Fica a dica: Lewandowski avisa Bolsonaro e seus comparsas que tentar golpe no 7 de setembro é crime

Ministro Ricardo Lewandowski, do Supremo Tribunal Federal (STF) (Carlos Moura/SCO/STF)

O jurista Lenio Streck manifestou no DCMTV seu inconformismo com o fato de o Brasil ter um sujeito avisando que vai dar um golpe enquanto os poderes simplesmente assistem.

Listou dois artigos constitucionais, 34 e 36, que servem de remédio para isso.

Como todo grande estúpido, Bolsonaro é muito transparente. Não há nele espaço para dúvida ou dissimulação: ele é aquela cavalgadura, ponto. What you get is what you see. 

Segundo ele mesmo, o que o aguarda no futuro é prisão, morte ou vitória. “Temos um presidente que não deseja e nem provoca rupturas. Mas tudo tem um limite em nossa vida. Não podemos continuar convivendo com isso”, ameaçou em Goiânia, mirando o Supremo e o TSE. 

O 7 de setembro é seu Rubicão.

No sábado, o ministro Lewandowski emitiu um alerta, o mais forte até aqui vindo do STF.

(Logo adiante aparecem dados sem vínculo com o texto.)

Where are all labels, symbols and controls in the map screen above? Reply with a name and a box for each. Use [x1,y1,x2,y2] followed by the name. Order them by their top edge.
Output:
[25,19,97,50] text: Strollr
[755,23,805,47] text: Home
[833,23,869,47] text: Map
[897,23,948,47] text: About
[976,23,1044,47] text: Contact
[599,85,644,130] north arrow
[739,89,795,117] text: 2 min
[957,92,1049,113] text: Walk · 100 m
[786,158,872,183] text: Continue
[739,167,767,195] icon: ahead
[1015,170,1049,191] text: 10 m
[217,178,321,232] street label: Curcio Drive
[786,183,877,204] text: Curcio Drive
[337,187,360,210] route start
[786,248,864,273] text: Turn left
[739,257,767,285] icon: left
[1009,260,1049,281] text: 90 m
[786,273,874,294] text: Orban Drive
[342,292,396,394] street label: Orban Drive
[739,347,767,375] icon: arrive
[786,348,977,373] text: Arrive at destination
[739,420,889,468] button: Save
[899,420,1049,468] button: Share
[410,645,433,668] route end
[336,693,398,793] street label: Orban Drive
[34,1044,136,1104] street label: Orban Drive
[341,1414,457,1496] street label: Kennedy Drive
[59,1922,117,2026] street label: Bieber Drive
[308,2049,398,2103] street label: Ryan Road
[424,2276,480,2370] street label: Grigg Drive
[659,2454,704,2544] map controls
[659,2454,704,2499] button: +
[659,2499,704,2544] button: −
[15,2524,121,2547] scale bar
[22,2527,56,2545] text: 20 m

Em artigo na Folha, intitulado “Intervenção armada: crime inafiançável e imprescritível”, ele deixa claro o que ocorre com quem tenta romper a ordem democrática com violência.

“No Brasil, como reação ao regime autoritário instalado no passado ainda próximo, a Constituição de 1988 estabeleceu, no capítulo relativo aos direitos e garantias fundamentais, que ‘constitui crime inafiançável e imprescritível a ação de grupos armados, civis e militares, contra a ordem constitucional e o Estado democrático'”, afirma.

Há recado para policiais militares da ativa e gente do Exército que queiram embarcar na palhaçada.

“E aqui cumpre registrar que não constitui excludente de culpabilidade a eventual convocação das Forças Armadas e tropas auxiliares, com fundamento no artigo 142 da Lei Maior, para a ‘defesa da lei e da ordem’, quando realizada fora das hipóteses legais, cuja configuração, aliás, pode ser apreciada em momento posterior pelos órgãos competentes”, diz.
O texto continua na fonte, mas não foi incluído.